There's also an element of cultural genius. The Romans never really appreciated philosophy or mathematics; being more practically-minded, they became politicians and engineers. (Compare to Europe and the USA.) Anthony Gottlieb notes in his history of philosophy ("The Dream of Reason") that both the Romans and the Romanized Greeks neglected philosophy and science, allowing philosophy to degenerate into mysticism (Stoicism, Epicurianism, Neoplatonism).

When the Romans fell apart, who replaced them? Culturally backwards barbarians who for several centuries had nothing to contribute. It was one such foreigner (Theodoric) who executed Boethius under suspicion of treason. Boethius' death is the end of classical philosophy.

You might say that the Arabs were also culturally backwards barbarians, but the Muslims who made for great scholars were not usually Arab; they were non-Arabs who served Arab rulers. Al-Khowarizmi (who invented high school algebra) was Persian, and I have read that many of the great scholars in the courts of the Caliph were in fact Christians and Jews. Back in those days, the Arabs took seriously the notion that as long as the Christians and Jews paid the tax, they should be left unmolested. I don't know enough to say for certain, but it's quite possible that the beginning of the decline of the Muslim empires could be tied to a less tolerant Islam, stimulated perhaps by the Crusades; whereas paradoxically the first intellectual flowering of Western Christianity was in the 12th and 13th century, at a time of intolerant Christianity, and was ended by the Black Plague.

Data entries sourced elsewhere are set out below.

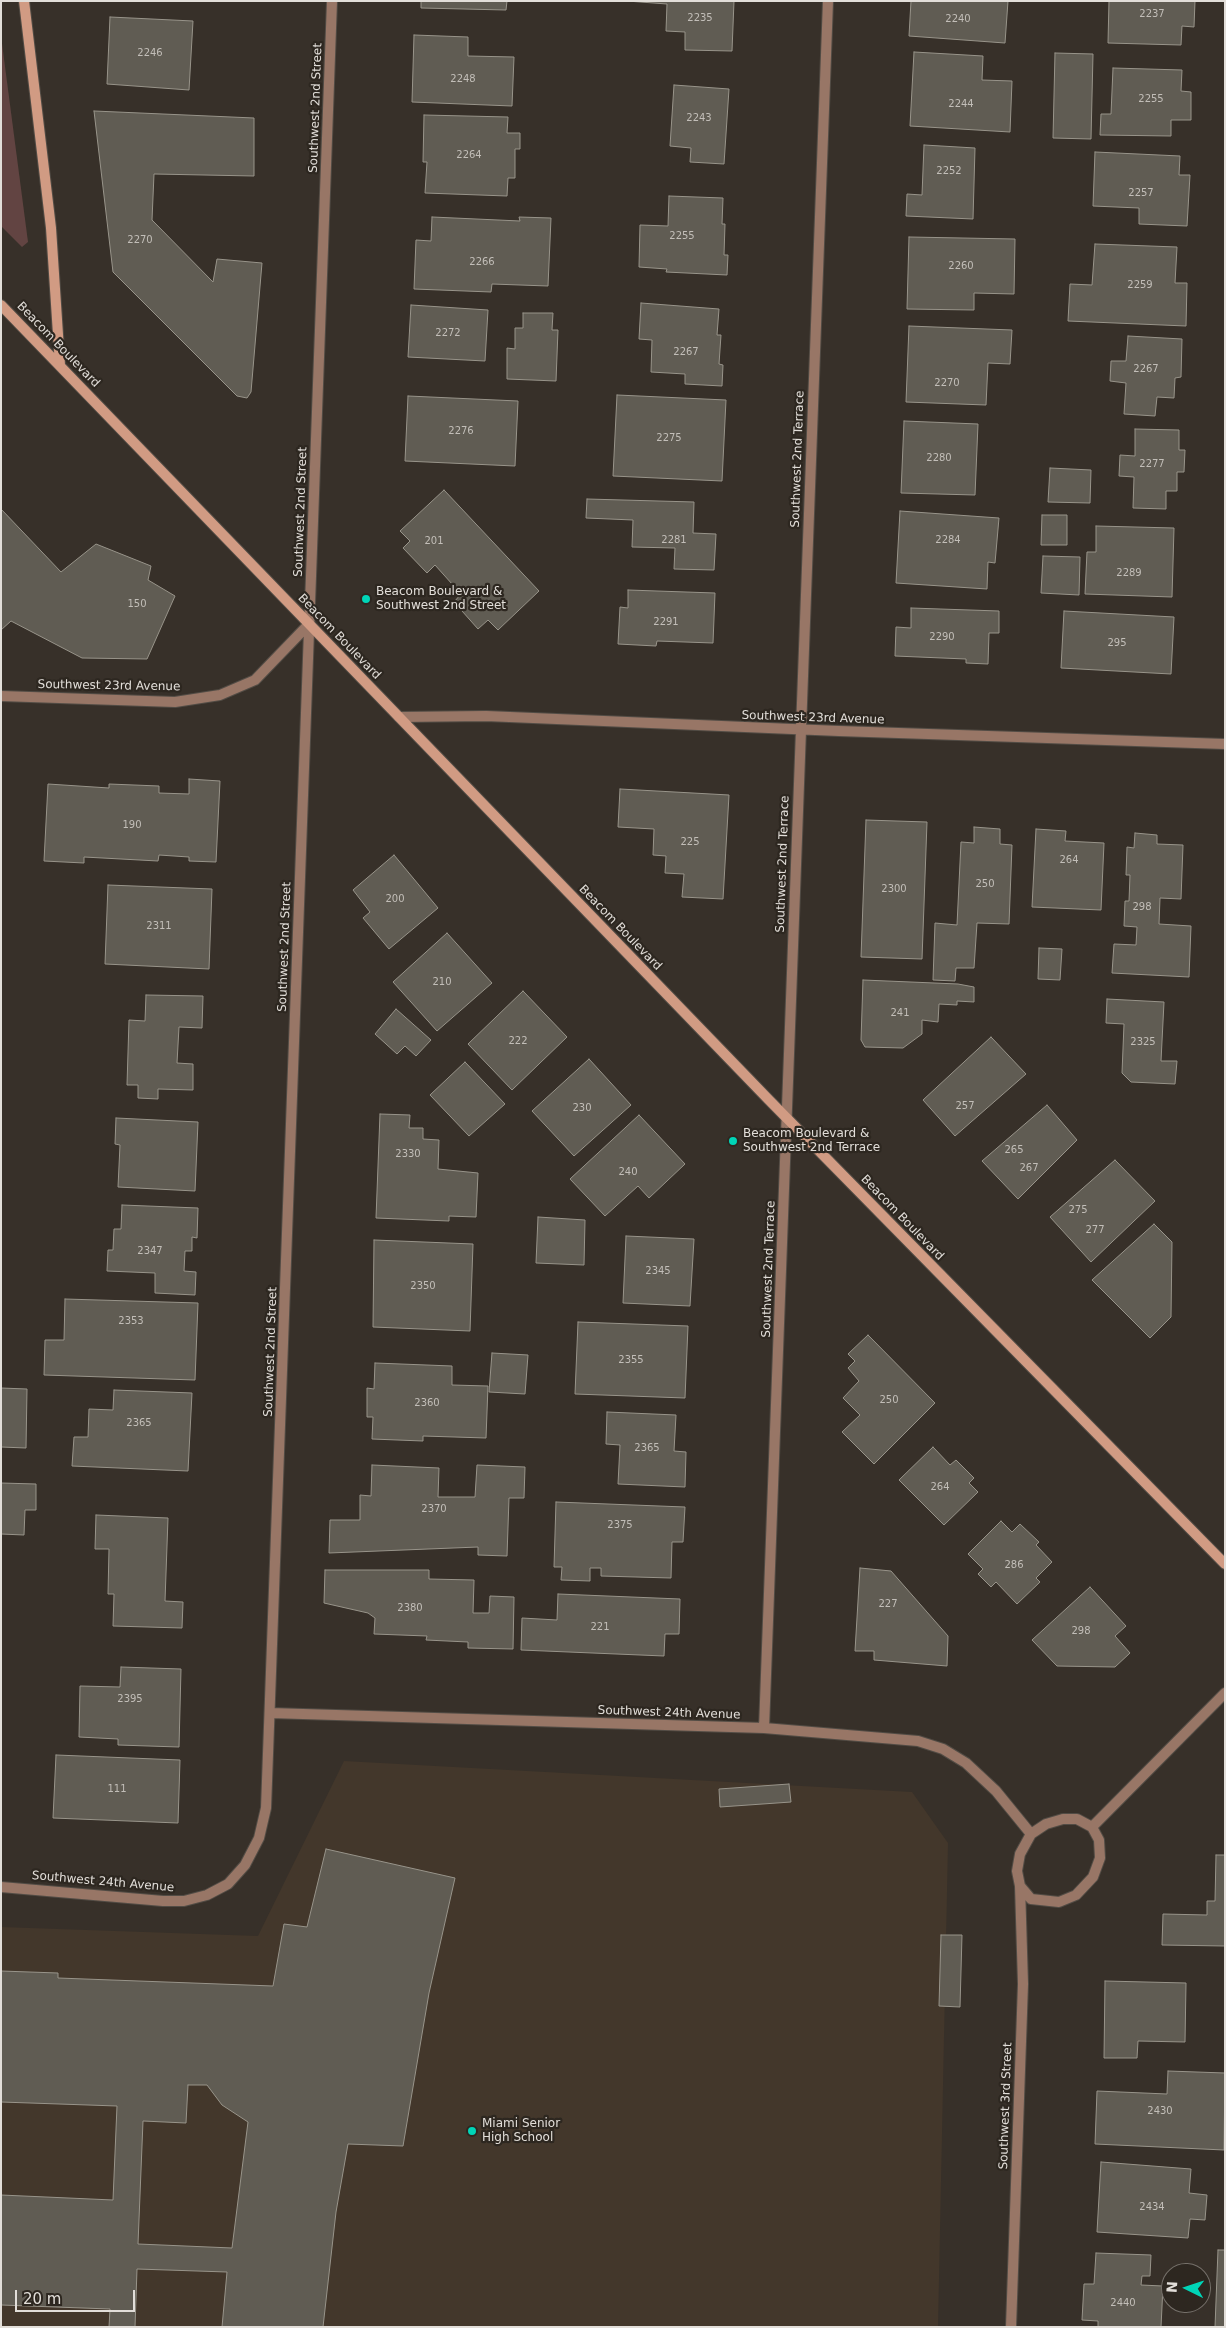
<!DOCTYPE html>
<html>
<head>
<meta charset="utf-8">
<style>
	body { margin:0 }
	#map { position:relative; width:1226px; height:2328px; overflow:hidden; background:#373029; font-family:"DejaVu Sans",sans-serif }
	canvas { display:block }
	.frame { position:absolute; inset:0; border:2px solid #e2ded9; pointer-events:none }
	.north { position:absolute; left:1161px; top:2263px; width:50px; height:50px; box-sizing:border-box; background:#2d2720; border:1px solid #75706a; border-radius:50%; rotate:274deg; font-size:14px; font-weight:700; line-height:20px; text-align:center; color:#e2ded9 }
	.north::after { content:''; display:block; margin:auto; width:18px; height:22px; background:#00d5b7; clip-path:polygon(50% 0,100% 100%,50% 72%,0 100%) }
	.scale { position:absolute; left:15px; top:2290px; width:120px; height:22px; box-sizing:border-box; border:2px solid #e2ded9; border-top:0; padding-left:6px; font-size:15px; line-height:18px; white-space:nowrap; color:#e2ded9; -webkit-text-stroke:4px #2d2720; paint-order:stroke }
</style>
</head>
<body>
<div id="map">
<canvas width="1226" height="2328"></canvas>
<div class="frame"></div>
<div class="north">N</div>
<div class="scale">20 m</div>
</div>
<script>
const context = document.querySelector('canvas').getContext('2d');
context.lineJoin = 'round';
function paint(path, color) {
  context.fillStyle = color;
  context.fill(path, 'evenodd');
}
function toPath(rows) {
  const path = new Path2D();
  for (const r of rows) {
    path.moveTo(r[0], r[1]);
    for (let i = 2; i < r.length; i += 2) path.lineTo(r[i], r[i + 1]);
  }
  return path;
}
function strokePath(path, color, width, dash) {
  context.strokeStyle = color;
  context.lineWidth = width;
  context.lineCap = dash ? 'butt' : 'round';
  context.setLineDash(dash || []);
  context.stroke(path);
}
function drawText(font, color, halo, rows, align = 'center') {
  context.font = font + ' "DejaVu Sans",sans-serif';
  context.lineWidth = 4.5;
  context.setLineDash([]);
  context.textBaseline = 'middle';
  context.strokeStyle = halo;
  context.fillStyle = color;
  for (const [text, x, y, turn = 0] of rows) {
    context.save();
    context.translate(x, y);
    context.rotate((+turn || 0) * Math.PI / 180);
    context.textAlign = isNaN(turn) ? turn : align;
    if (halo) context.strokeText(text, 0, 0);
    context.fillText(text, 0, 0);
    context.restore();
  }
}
paint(toPath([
	[344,1761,912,1792,948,1843,938,2327,1,2327,1,1927,258,1936]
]), '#43372b');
paint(toPath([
	[1,36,28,242,22,247,1,226]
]), '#624442');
const building = toPath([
	[421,1,507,1,506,10,421,8,421,1],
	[627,1,734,1,732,51,685,50,685,32,666,31,667,4,627,1],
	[911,1,1008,1,1005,43,909,36,911,1],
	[1109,1,1195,1,1194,27,1182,26,1181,45,1108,43,1109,1],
	[110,17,193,21,189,90,107,84,110,17],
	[414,35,468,37,468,56,514,57,512,106,412,102,414,35],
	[914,52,983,56,982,80,1012,81,1010,132,910,126,914,52],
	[1055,53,1093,54,1091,139,1053,138,1055,53],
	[1113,68,1182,70,1181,91,1191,92,1191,120,1171,120,1171,136,1100,135,1101,114,1111,114,1113,68],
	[674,85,729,89,724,164,690,162,691,148,670,146,674,85],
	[94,111,254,118,254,176,154,174,152,220,213,282,217,259,262,263,251,392,247,398,237,396,113,272,94,111],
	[424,115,508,117,507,133,520,133,520,149,515,149,515,178,508,178,507,196,425,193,427,162,423,162,424,115],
	[924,145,975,148,973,219,906,216,907,194,922,195,924,145],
	[1095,152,1180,156,1179,175,1190,175,1187,226,1139,224,1139,208,1093,206,1095,152],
	[669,196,723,198,722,224,725,224,724,255,728,255,727,275,666,272,667,269,639,267,640,225,668,226,669,196],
	[432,217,520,221,519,217,551,218,548,286,492,284,491,292,414,289,416,240,431,241,432,217],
	[909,237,1015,239,1014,294,974,293,974,310,907,309,909,237],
	[1095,244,1177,247,1175,283,1187,283,1186,326,1068,321,1070,284,1092,285,1095,244],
	[641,303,719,309,717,335,721,335,719,364,723,365,722,386,685,384,685,374,651,372,652,340,639,339,641,303],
	[411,305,488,310,485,361,408,357,411,305],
	[523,313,553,313,552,330,558,330,556,381,507,379,507,348,515,349,515,328,523,328,523,313],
	[909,326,1012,330,1010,364,988,363,986,405,906,402,909,326],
	[1128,336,1182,339,1181,377,1175,378,1174,398,1157,397,1155,416,1124,414,1126,383,1110,381,1111,361,1126,361,1128,336],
	[617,395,726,400,722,481,613,476,617,395],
	[408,396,518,401,515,466,405,461,408,396],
	[904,421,978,424,975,495,901,493,904,421],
	[1135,429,1179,430,1179,450,1185,450,1184,472,1177,472,1177,491,1166,491,1166,509,1133,508,1134,477,1119,476,1120,455,1135,456,1135,429],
	[1050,468,1091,470,1090,503,1048,502,1050,468],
	[444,490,539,591,498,630,488,620,478,629,454,602,461,594,435,565,427,573,403,548,410,541,400,531,444,490],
	[587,499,694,502,693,533,716,534,714,570,674,569,675,548,632,547,633,520,586,518,587,499],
	[1,509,61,572,96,544,151,566,148,580,175,596,147,659,82,658,11,621,1,630,1,509],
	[900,511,999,518,995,563,988,562,987,589,896,583,900,511],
	[1042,515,1067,515,1067,545,1041,545,1042,515],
	[1096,526,1174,528,1172,597,1085,594,1087,552,1096,552,1096,526],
	[1043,556,1080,557,1079,595,1041,593,1043,556],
	[628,590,715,593,713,643,657,641,656,646,618,644,620,607,628,608,628,590],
	[911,608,999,611,999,633,989,633,988,664,966,663,966,659,895,656,896,627,911,628,911,608],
	[1064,611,1174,617,1171,674,1061,668,1064,611],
	[189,779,220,781,216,862,189,861,189,857,159,855,158,861,84,857,84,863,44,861,48,784,109,788,109,784,159,786,159,793,189,794,189,779],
	[620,789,729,795,723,899,682,897,684,874,665,873,666,856,653,855,654,829,618,827,620,789],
	[866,820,927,822,922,959,861,957,866,820],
	[974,827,1000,829,1000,844,1012,845,1009,924,977,923,974,968,956,968,955,981,933,980,935,923,957,925,961,842,974,843,974,827],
	[1036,829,1066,831,1065,841,1104,843,1101,910,1032,907,1036,829],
	[1135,833,1157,835,1157,844,1183,845,1181,899,1160,898,1159,924,1191,926,1189,977,1112,973,1114,944,1136,945,1137,927,1124,926,1125,901,1129,901,1130,875,1126,875,1127,847,1134,848,1135,833],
	[394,855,438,908,389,949,363,918,370,912,353,890,394,855],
	[108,885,212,889,209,969,105,964,108,885],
	[447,933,492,983,437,1031,393,982,447,933],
	[1039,948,1062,949,1060,980,1038,979,1039,948],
	[863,980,958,984,974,987,974,1002,957,1001,957,1005,939,1004,938,1022,922,1020,922,1034,903,1048,865,1047,861,1040,863,980],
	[523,991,567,1037,512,1090,468,1044,523,991],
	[146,995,203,996,202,1028,179,1027,177,1063,193,1064,193,1090,158,1089,158,1099,138,1098,138,1085,127,1085,129,1020,145,1021,146,995],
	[1107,999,1164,1002,1161,1061,1177,1061,1175,1084,1131,1082,1122,1073,1124,1024,1106,1023,1107,999],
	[396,1009,431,1040,416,1056,405,1046,397,1054,375,1034,396,1009],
	[991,1037,1026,1074,955,1136,923,1100,991,1037],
	[589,1059,631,1105,574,1156,532,1111,589,1059],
	[465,1062,505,1104,469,1136,430,1095,465,1062],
	[1047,1105,1077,1140,1018,1199,982,1161,1047,1105],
	[380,1114,410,1115,409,1128,423,1128,423,1139,439,1140,438,1169,478,1173,476,1217,449,1216,449,1221,376,1218,380,1114],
	[639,1115,685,1164,649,1198,638,1186,605,1216,570,1179,639,1115],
	[116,1118,198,1122,195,1191,118,1187,120,1145,115,1144,116,1118],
	[1115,1160,1155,1201,1091,1262,1050,1217,1115,1160],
	[122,1205,198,1208,197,1238,192,1237,192,1251,185,1251,184,1271,196,1272,195,1295,155,1293,155,1273,107,1271,108,1250,113,1250,114,1229,121,1229,122,1205],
	[538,1217,585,1220,584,1265,536,1263,538,1217],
	[1154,1224,1172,1242,1171,1317,1150,1338,1092,1280,1154,1224],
	[626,1236,694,1239,690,1306,623,1303,626,1236],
	[374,1240,473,1244,470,1331,373,1327,374,1240],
	[65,1299,198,1303,195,1380,44,1375,45,1340,64,1340,65,1299],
	[578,1322,688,1326,685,1398,575,1394,578,1322],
	[868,1335,935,1403,874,1464,842,1432,860,1415,843,1398,859,1381,848,1368,855,1361,848,1354,868,1335],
	[492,1353,528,1355,525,1394,489,1392,492,1353],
	[375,1363,452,1366,452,1385,488,1386,486,1438,423,1436,423,1441,372,1439,373,1417,367,1417,367,1388,374,1389,375,1363],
	[1,1388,27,1389,26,1448,1,1447,1,1388],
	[114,1390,192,1393,188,1471,72,1466,74,1437,88,1437,89,1409,113,1410,114,1390],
	[607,1412,676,1415,674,1451,686,1452,685,1487,618,1484,620,1445,606,1444,607,1412],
	[933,1447,950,1465,956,1460,974,1478,969,1483,978,1492,944,1525,899,1480,933,1447],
	[372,1465,439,1468,438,1497,475,1497,477,1465,525,1467,524,1498,509,1498,507,1556,478,1555,478,1547,329,1553,330,1520,360,1520,360,1495,371,1496,372,1465],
	[1,1483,36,1484,36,1510,25,1510,24,1535,1,1534,1,1483],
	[556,1502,685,1507,683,1542,672,1542,671,1578,601,1576,601,1568,590,1568,590,1581,561,1580,562,1567,554,1567,556,1502],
	[96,1515,168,1518,165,1601,183,1602,182,1628,113,1626,114,1594,108,1594,109,1549,95,1549,96,1515],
	[1001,1521,1012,1532,1020,1524,1039,1542,1036,1545,1052,1562,1036,1578,1040,1582,1017,1604,996,1582,991,1587,978,1574,983,1569,968,1554,1001,1521],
	[860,1568,891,1571,948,1636,947,1666,874,1660,874,1651,855,1651,860,1568],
	[325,1570,429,1570,429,1579,474,1580,473,1613,489,1613,490,1596,514,1597,513,1649,468,1648,468,1642,426,1640,427,1636,374,1634,375,1618,368,1613,324,1603,325,1570],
	[1090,1587,1126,1626,1115,1636,1130,1653,1115,1667,1057,1666,1032,1640,1090,1587],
	[558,1594,680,1599,679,1634,665,1634,664,1656,521,1650,522,1618,557,1620,558,1594],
	[121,1667,181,1669,179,1747,118,1745,118,1739,79,1737,80,1686,120,1687,121,1667],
	[56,1755,180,1760,178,1823,53,1818,56,1755],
	[789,1784,791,1802,720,1807,719,1789,789,1784],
	[326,1849,455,1878,429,1993,403,2146,348,2144,336,2212,323,2327,222,2327,227,2272,137,2269,135,2327,109,2327,110,2309,1,2305,1,2195,113,2200,117,2106,1,2102,1,1971,58,1973,58,1978,273,1986,284,1924,307,1927,326,1849],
	[188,2085,207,2085,222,2105,248,2122,232,2248,138,2244,143,2121,186,2123,188,2085],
	[1216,1855,1225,1855,1225,1946,1162,1945,1163,1914,1207,1915,1207,1901,1215,1901,1216,1855],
	[941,1935,962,1935,960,2007,939,2006,941,1935],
	[1105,1981,1186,1983,1185,2042,1138,2041,1137,2058,1104,2058,1105,1981],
	[1168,2071,1225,2073,1224,2150,1095,2144,1097,2091,1167,2094,1168,2071],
	[1101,2162,1191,2169,1189,2193,1207,2195,1205,2220,1190,2219,1188,2238,1097,2232,1101,2162],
	[1218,2250,1225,2250,1225,2327,1215,2327,1218,2250],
	[1096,2253,1151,2255,1150,2276,1142,2276,1141,2285,1163,2286,1161,2327,1098,2327,1098,2321,1082,2320,1084,2284,1094,2284,1096,2253]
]);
paint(building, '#605c53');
strokePath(building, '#98948a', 1);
const minor = toPath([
	[1,696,175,702,220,695,255,680,309,624],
	[399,717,486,716,839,731,1225,744],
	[270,1713,764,1728,918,1741,943,1749,966,1763,996,1791,1031,1834],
	[764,1728,828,1],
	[1063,1819,1077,1819,1092,1827,1099,1840,1100,1858,1093,1877,1076,1895,1059,1902,1031,1899,1020,1886,1017,1871,1020,1854,1031,1834,1046,1824,1063,1819],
	[1092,1827,1225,1693],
	[1,1887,163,1901,184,1901,207,1895,228,1884,245,1865,259,1838,266,1808,332,1],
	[1011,2327,1023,1984,1020,1886]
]);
const secondary = toPath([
	[24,1,51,228,60,365],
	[1,305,769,1100,1225,1564]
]);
strokePath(minor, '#524c45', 12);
strokePath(secondary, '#524c45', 12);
strokePath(minor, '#987666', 10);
strokePath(secondary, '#d19b83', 10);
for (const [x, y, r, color] of [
	[366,599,5,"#00d5b7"],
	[733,1141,5,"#00d5b7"],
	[472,2131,5,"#00d5b7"]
]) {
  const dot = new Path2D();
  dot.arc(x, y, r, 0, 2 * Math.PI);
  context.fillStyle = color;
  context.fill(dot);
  strokePath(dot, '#2d2720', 2);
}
drawText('10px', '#c2beb8', null, [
	["2237",1152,14],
	["2235",700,18],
	["2240",958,19],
	["2246",150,53],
	["2248",463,79],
	["2255",1151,99],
	["2244",961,104],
	["2243",699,118],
	["2264",469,155],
	["2252",949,171],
	["2257",1141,193],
	["2255",682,236],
	["2270",140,240],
	["2266",482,262],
	["2260",961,266],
	["2259",1140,285],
	["2272",448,333],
	["2267",686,352],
	["2267",1146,369],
	["2270",947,383],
	["2276",461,431],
	["2275",669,438],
	["2280",939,458],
	["2277",1152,464],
	["2281",674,540],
	["2284",948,540],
	["201",434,541],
	["2289",1129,573],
	["150",137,604],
	["2291",666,622],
	["2290",942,637],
	["295",1117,643],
	["190",132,825],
	["225",690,842],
	["264",1069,860],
	["250",985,884],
	["2300",894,889],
	["200",395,899],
	["298",1142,907],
	["2311",159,926],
	["210",442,982],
	["241",900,1013],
	["222",518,1041],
	["2325",1143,1042],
	["257",965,1106],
	["230",582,1108],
	["265",1014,1150],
	["2330",408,1154],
	["267",1029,1168],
	["240",628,1172],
	["275",1078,1210],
	["277",1095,1230],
	["2347",150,1251],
	["2345",658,1271],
	["2350",423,1286],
	["2353",131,1321],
	["2355",631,1360],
	["250",889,1400],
	["2360",427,1403],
	["2365",139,1423],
	["2365",647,1448],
	["264",940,1487],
	["2370",434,1509],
	["2375",620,1525],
	["286",1014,1565],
	["227",888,1604],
	["2380",410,1608],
	["221",600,1627],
	["298",1081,1631],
	["2395",130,1699],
	["111",117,1789],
	["2430",1160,2111],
	["2434",1152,2207],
	["2440",1123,2303]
]);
drawText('12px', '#e2ded9', '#2d2720', [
	["Southwest 2nd Street",316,108,-88],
	["Beacom Boulevard",58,345,46],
	["Southwest 2nd Terrace",798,459,-88],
	["Southwest 2nd Street",301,512,-88],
	["Beacom Boulevard",339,637,46],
	["Southwest 23rd Avenue",109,686,1],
	["Southwest 23rd Avenue",813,718,2],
	["Southwest 2nd Terrace",783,864,-88],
	["Beacom Boulevard",620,928,46],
	["Southwest 2nd Street",285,947,-88],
	["Beacom Boulevard",902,1218,46],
	["Southwest 2nd Terrace",769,1269,-88],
	["Southwest 2nd Street",271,1352,-88],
	["Southwest 24th Avenue",669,1713,2],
	["Southwest 24th Avenue",103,1882,5],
	["Southwest 3rd Street",1006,2106,-88]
]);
drawText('12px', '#e2ded9', '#2d2720', [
	["Beacom Boulevard &",376,592],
	["Southwest 2nd Street",376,606],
	["Beacom Boulevard &",743,1134],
	["Southwest 2nd Terrace",743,1148],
	["Miami Senior",482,2124],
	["High School",482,2138]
], 'left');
</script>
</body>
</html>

Also: the Byzantines made a fair amount of progress which has either been discounted or lost. As an example of their being discounted, I'd offer John Philoponus, who chaired Plato's Academy and discovered many of Galileo's results several centuries well before Galileo's birth (pp. 385-387 of Gottlieb's book). The Byzantines wielded Greek Fire and built the magnificent '???? ?????. It was they who so impressed the Russian legates of the 9th (?) century that the Russians became Christians instead of Muslims — imagine a world where the Russians had chosen Islam instead!

Right! so it's probably obviosu that I'm a mathematician who should stick to mathematics, with at best an amateur's understanding of history... but those are my thoughts on the matter...

jack perry said...

Those ????? are supposed to be Greek letters, in case you can't see them: Hagia Sophia.